>>>>>
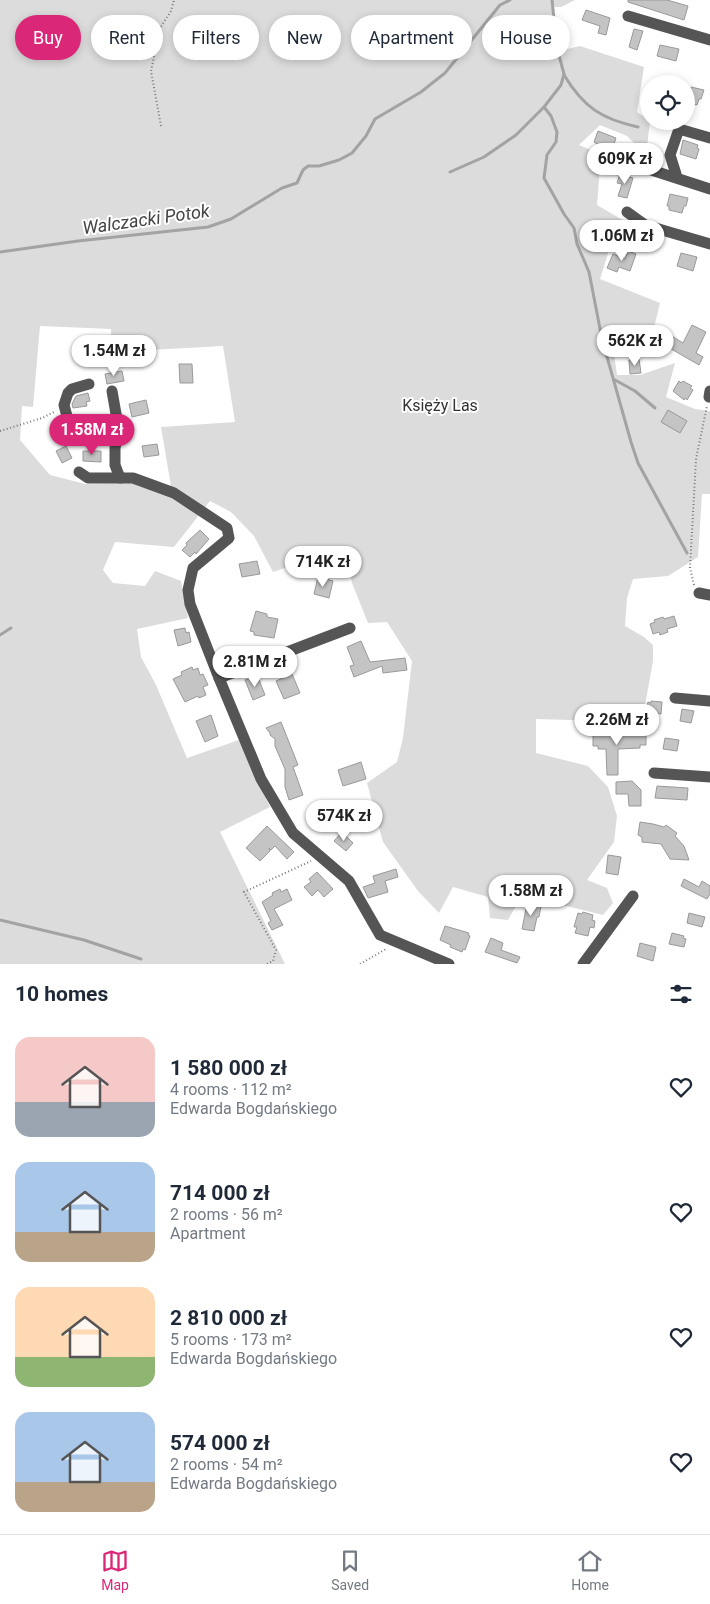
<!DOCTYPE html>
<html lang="en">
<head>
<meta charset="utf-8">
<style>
  :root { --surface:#fff; --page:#f2f2f3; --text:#1f2937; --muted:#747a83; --line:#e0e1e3; --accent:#db2777 }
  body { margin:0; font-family:Roboto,sans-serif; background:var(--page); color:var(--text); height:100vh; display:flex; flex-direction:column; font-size:19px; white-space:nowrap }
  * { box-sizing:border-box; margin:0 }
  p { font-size:16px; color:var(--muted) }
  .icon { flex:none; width:28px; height:28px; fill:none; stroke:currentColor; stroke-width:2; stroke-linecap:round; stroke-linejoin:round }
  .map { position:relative; height:964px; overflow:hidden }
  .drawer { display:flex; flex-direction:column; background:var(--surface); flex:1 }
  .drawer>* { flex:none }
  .guide { position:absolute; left:15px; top:15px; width:680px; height:45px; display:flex; gap:10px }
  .fabs { position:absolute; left:640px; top:75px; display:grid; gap:10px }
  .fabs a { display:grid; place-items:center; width:55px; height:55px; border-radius:50%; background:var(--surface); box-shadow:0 2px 8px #0003; font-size:25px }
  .price { position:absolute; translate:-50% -42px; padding:0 11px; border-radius:18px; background:#fff; color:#222; font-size:16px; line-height:32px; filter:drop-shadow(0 1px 2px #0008) }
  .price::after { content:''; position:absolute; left:50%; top:30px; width:15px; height:11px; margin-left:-8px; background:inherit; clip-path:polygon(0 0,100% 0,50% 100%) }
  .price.active { background:var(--accent); color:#fff }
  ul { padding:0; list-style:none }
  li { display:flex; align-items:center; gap:15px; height:125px; padding:0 15px }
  li span { display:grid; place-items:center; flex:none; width:140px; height:100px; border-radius:15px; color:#555 }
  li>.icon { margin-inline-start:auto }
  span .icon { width:60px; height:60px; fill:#fffc; stroke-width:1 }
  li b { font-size:21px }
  h2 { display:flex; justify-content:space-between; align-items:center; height:60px; padding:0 15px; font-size:21px }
  .chip { padding:0 18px; border-radius:22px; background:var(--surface); box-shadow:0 2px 8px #0003; font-size:18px; line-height:45px }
  .chip.active { background:var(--accent); color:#fff }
  .dock { display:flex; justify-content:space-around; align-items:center; height:70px; border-top:1px solid var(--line); background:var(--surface); font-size:14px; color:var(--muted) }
  .dock a { display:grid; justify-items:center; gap:2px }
  .dock .active { color:var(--accent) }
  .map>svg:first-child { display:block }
  .green { fill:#dcdcdc; fill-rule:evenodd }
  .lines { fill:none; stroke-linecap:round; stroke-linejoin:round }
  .stream { stroke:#a3a3a3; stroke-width:3 }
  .building { fill:#c4c4c4; stroke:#999 }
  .path { stroke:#777; stroke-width:2; stroke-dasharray:1 2.5; stroke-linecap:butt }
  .minor { stroke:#555; stroke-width:11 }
  .labels { text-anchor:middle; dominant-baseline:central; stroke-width:4; stroke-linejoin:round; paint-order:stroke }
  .park-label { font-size:16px; fill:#333; stroke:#fff }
  .water-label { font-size:18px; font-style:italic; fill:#444; stroke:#fff }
</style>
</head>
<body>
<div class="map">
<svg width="710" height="964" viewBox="0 0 710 964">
  <rect width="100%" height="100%" fill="#fff"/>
  <path class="green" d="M 0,0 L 575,0 L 561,7 L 552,7 L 555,52 L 580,46 L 644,67 L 637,112 L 650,121 L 646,155 L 627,136 L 600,125 L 579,145 L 618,161 L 600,167 L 597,205 L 633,226 L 628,242 L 612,241 L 600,279 L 660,303 L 651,340 L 614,354 L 617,375 L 640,375 L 675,363 L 666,397 L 695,409 L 710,411 L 710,494 L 702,494 L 698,557 L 668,576 L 633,579 L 627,598 L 625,626 L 644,637 L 653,645 L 653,661 L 642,722 L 536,719 L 536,753 L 588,766 L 608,787 L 617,816 L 614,842 L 587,880 L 607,888 L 613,903 L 603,915 L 522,895 L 508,920 L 490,918 L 488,897 L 453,887 L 439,913 L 418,891 L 383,842 L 367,783 L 397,762 L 403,738 L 412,661 L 387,622 L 368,623 L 352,583 L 348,563 L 320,556 L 273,572 L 254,536 L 231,512 L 210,501 L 174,547 L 115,542 L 103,570 L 113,583 L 145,586 L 155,571 L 181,581 L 188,618 L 137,629 L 141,657 L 156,685 L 187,758 L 239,740 L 270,807 L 220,832 L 285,964 L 0,964 ZM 40,326 L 111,329 L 112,352 L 223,346 L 235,422 L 161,427 L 173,498 L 131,483 L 85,484 L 50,475 L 20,440 L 22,406 L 33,407 Z"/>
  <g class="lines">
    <g class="stream">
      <path d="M 552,0 L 557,48 L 564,74 L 561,85 L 544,107 L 551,116 L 557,132 L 556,142 L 547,155 L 544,178 L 564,214 L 574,228 L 577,244 L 589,272 L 602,339 L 631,442 L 638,463 L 687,553"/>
      <path d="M 564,75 C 584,108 602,119 638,127"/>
      <path d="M 450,172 L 484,157 L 516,135 L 544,107"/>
      <path d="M 0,252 L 78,241 L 208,227 L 231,219 L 282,188 L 297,183 L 303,170 L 308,166 L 319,166 L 339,160 L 352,153 L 366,136 L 375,119 L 421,92 L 445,73 L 500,5 L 510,0"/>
      <path d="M 615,380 L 635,391 L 655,408"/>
      <path d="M 0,635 L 11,628"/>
      <path d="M 0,920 L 84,940 L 141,959"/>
    </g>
  </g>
  <g class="building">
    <path d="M 628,0 L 667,0 L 688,6 L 684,20 L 628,2 Z"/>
    <path d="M 586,10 L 610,18 L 606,35 L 598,33 L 600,26 L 582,20 Z"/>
    <path d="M 634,29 L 643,31 L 637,50 L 629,47 Z"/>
    <path d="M 660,45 L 679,49 L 676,61 L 657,56 Z"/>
    <path d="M 691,87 L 704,90 L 701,99 L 699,99 L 697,105 L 687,103 Z"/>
    <path d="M 598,131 L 616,138 L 613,147 L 608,145 L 605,148 L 594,142 Z"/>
    <path d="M 683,140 L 698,145 L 697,148 L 699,149 L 696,159 L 680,154 Z"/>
    <path d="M 620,174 L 633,178 L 627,198 L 618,196 L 622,184 L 617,183 Z"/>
    <path d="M 670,194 L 688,198 L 686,206 L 684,206 L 682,213 L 669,210 L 669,206 L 667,206 Z"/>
    <path d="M 628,251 L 636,254 L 630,271 L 619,267 L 617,272 L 607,268 L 613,254 L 625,259 Z"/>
    <path d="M 681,253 L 697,257 L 693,271 L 677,266 Z"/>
    <path d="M 692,325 L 706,332 L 696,353 L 703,357 L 699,365 L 661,343 L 667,333 L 683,343 Z"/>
    <path d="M 639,359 L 641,373 L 630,374 L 629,360 Z"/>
    <path d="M 179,364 L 192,364 L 193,383 L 180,383 Z"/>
    <path d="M 122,371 L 124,381 L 107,384 L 105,374 Z"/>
    <path d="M 679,381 L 681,383 L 683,381 L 692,386 L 690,388 L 693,390 L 687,400 L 685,398 L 684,400 L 673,391 Z"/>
    <path d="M 88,393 L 90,401 L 86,402 L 87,406 L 73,408 L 72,404 L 76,396 Z"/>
    <path d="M 146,400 L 149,413 L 132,417 L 129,404 Z"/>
    <path d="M 668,410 L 687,421 L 680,433 L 661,422 Z"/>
    <path d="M 157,444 L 159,455 L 144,457 L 142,446 Z"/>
    <path d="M 66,446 L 72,458 L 62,463 L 56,451 Z"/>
    <path d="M 83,451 L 101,451 L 101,462 L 83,461 Z"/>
    <path d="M 200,530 L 209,539 L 196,554 L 195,552 L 190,557 L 182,550 L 187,545 L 186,543 Z"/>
    <path d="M 329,556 L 331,565 L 311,568 L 310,559 Z"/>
    <path d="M 257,561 L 260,574 L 242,577 L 239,564 Z"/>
    <path d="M 318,577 L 333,581 L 329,598 L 314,594 Z"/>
    <path d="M 256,611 L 267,614 L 267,617 L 278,619 L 274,638 L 254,635 L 254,632 L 250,631 Z"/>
    <path d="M 674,616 L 677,626 L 667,629 L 668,632 L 660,635 L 659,632 L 653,634 L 650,624 L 655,622 L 654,620 L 663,617 L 664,619 Z"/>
    <path d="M 185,628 L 186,633 L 189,632 L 191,642 L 178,646 L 174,630 Z"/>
    <path d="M 361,641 L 370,662 L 405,658 L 407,670 L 383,673 L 382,666 L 354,677 L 350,666 L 354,665 L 347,647 Z"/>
    <path d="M 192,667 L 193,670 L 198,668 L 200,675 L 203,674 L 208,685 L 203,687 L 206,695 L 199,698 L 198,696 L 185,702 L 173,679 L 182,675 L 181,672 Z"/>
    <path d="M 292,674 L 300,693 L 284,699 L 276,681 Z"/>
    <path d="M 257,675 L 265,695 L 253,700 L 245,680 Z"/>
    <path d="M 651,701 L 662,702 L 661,714 L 646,712 L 648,702 L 651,703 Z"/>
    <path d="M 682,709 L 694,711 L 691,723 L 680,721 Z"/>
    <path d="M 211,715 L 218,736 L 205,742 L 196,721 Z"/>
    <path d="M 281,722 L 298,765 L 293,767 L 303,795 L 289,800 L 285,787 L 285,769 L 275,746 L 275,739 L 270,735 L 270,733 L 266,728 Z"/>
    <path d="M 597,730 L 639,732 L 640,734 L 646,734 L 646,745 L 640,745 L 640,748 L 618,749 L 618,775 L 607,775 L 606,749 L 598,749 L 598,746 L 593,746 L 593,735 L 598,735 Z"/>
    <path d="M 665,738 L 679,740 L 677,751 L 663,749 Z"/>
    <path d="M 361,762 L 366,779 L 343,786 L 338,770 Z"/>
    <path d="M 632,781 L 641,790 L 641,806 L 629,806 L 628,794 L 616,794 L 616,782 Z"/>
    <path d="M 657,786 L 688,788 L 687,800 L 655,798 Z"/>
    <path d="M 640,822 L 653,824 L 664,827 L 666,825 L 677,833 L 675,836 L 684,846 L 689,860 L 670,859 L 661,844 L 642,842 L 642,837 L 638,835 Z"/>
    <path d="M 267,826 L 294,852 L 287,859 L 275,846 L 271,850 L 269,848 L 270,851 L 260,861 L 246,848 Z"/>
    <path d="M 342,832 L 353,843 L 346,851 L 334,841 Z"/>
    <path d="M 608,855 L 621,857 L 618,875 L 606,873 Z"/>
    <path d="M 396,869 L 398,877 L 385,881 L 388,892 L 368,898 L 363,887 L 375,883 L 373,876 Z"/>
    <path d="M 317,872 L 333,889 L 324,897 L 318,890 L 312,896 L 304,887 L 311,882 L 309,879 Z"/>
    <path d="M 684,879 L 699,887 L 702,881 L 710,886 L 710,894 L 707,899 L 681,886 Z"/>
    <path d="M 280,889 L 281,892 L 287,889 L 292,900 L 274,909 L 283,925 L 272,930 L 268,923 L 271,921 L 262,902 L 273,895 L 272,893 Z"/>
    <path d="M 527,904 L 541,906 L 539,917 L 537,917 L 534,931 L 522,929 Z"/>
    <path d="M 583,912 L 593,915 L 592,920 L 595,921 L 594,928 L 590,927 L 588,936 L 575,933 L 577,927 L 574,927 L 578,913 L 582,914 Z"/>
    <path d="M 689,913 L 705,917 L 702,927 L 687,923 Z"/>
    <path d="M 445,926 L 469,933 L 468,935 L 470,936 L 465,950 L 463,949 L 462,952 L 450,947 L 451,945 L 440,940 Z"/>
    <path d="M 672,933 L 684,936 L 683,938 L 686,939 L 684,947 L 669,944 Z"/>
    <path d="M 491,938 L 503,943 L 501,950 L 520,957 L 517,963 L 485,952 Z"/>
    <path d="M 640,943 L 656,947 L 653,961 L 637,956 Z"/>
  </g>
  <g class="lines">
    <g class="path">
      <path d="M 161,126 L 151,71 L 160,28 L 171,11 L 174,0"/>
      <path d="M 0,431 L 42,418 L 54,412"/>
      <path d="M 694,585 L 690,568 L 696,459 L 707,406"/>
      <path d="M 267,964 L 273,961 L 276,950 L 244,892 L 311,861"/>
      <path d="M 360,964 L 386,949"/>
    </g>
    <g class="minor">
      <path d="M 628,16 L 710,40"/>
      <path d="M 610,154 L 642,167 L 710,189"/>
      <path d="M 676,174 L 670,155 L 679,129 L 710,138"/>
      <path d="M 627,212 L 645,225 L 710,244"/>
      <path d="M 89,384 L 72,389 L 68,393 L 64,405 L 68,420 L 75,426 L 91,429 L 117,439"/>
      <path d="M 112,391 L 119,431 L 115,448 L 115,465 L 120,478"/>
      <path d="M 709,397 L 710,391"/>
      <path d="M 79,472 L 88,478 L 133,478 L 174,493 L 227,528 L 229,538 L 193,568 L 188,590 L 190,604 L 219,678 L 261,779 L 293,833 L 349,881 L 380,935 L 449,964"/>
      <path d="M 699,593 L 710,595"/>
      <path d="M 219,678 L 350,628"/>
      <path d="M 675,698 L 710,701"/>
      <path d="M 654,773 L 710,777"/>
      <path d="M 583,964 L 633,896"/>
    </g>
  </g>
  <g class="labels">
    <g class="park-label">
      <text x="440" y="405">Księży Las</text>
    </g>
    <g class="water-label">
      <text transform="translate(146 219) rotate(-8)">Walczacki Potok</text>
    </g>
  </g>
</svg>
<div class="fabs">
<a><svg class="icon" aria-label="locate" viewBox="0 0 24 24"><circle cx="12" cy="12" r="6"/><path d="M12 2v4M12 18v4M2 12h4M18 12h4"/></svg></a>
</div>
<b class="price" style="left:625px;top:185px">609K zł</b>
<b class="price" style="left:622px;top:262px">1.06M zł</b>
<b class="price" style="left:635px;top:367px">562K zł</b>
<b class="price" style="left:114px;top:377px">1.54M zł</b>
<b class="price active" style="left:92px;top:456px">1.58M zł</b>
<b class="price" style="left:323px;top:588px">714K zł</b>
<b class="price" style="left:255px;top:688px">2.81M zł</b>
<b class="price" style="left:617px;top:746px">2.26M zł</b>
<b class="price" style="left:344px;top:842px">574K zł</b>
<b class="price" style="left:531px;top:917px">1.58M zł</b>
<div class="guide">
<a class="chip active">Buy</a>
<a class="chip">Rent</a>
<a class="chip">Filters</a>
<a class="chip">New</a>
<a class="chip">Apartment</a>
<a class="chip">House</a>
</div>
</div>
<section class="drawer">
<h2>10 homes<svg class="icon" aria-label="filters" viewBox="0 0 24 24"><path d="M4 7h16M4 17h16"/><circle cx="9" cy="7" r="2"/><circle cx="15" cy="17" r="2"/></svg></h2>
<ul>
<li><span style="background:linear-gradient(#f6c9c9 65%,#9aa5b1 0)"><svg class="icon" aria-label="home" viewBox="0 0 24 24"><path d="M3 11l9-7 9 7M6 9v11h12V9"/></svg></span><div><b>1 580 000 zł</b><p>4 rooms · 112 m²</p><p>Edwarda Bogdańskiego</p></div><svg class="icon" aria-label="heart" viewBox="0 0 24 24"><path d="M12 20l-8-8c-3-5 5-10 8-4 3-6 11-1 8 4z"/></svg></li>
<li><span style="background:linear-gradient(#a9c7e8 70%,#b9a48a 0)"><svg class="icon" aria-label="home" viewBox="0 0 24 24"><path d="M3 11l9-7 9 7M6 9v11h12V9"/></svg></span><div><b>714 000 zł</b><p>2 rooms · 56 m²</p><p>Apartment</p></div><svg class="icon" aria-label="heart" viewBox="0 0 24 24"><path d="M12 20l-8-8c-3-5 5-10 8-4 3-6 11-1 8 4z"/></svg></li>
<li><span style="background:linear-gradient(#ffd9b3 70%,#8fb573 0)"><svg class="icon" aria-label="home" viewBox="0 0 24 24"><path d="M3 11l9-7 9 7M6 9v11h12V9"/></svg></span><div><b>2 810 000 zł</b><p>5 rooms · 173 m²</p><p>Edwarda Bogdańskiego</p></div><svg class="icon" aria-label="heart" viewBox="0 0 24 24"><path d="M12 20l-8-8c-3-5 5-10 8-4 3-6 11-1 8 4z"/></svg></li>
<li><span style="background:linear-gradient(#a9c7e8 70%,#b9a48a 0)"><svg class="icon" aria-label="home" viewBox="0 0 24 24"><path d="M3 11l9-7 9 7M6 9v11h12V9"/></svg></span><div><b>574 000 zł</b><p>2 rooms · 54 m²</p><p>Edwarda Bogdańskiego</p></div><svg class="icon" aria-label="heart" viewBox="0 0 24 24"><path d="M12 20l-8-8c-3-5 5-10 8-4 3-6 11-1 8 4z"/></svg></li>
</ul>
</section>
<nav class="dock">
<a class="active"><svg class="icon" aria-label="map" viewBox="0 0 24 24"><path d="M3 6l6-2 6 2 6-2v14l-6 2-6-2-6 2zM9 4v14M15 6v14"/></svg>Map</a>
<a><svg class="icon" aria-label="saved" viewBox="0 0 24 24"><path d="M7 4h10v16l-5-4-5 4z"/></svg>Saved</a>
<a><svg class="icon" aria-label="home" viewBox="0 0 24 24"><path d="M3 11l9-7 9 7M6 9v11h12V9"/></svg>Home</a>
</nav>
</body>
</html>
<<<<<
Output the lines of the records above exactly as they appear, from the line containing "position:absolute; left:15px; top:15px;" through the line containing "position:absolute; translate:-50% -42px;".

  .guide { position:absolute; left:15px; top:15px; width:680px; height:45px; display:flex; gap:10px }
  .fabs { position:absolute; left:640px; top:75px; display:grid; gap:10px }
  .fabs a { display:grid; place-items:center; width:55px; height:55px; border-radius:50%; background:var(--surface); box-shadow:0 2px 8px #0003; font-size:25px }
  .price { position:absolute; translate:-50% -42px; padding:0 11px; border-radius:18px; background:#fff; color:#222; font-size:16px; line-height:32px; filter:drop-shadow(0 1px 2px #0008) }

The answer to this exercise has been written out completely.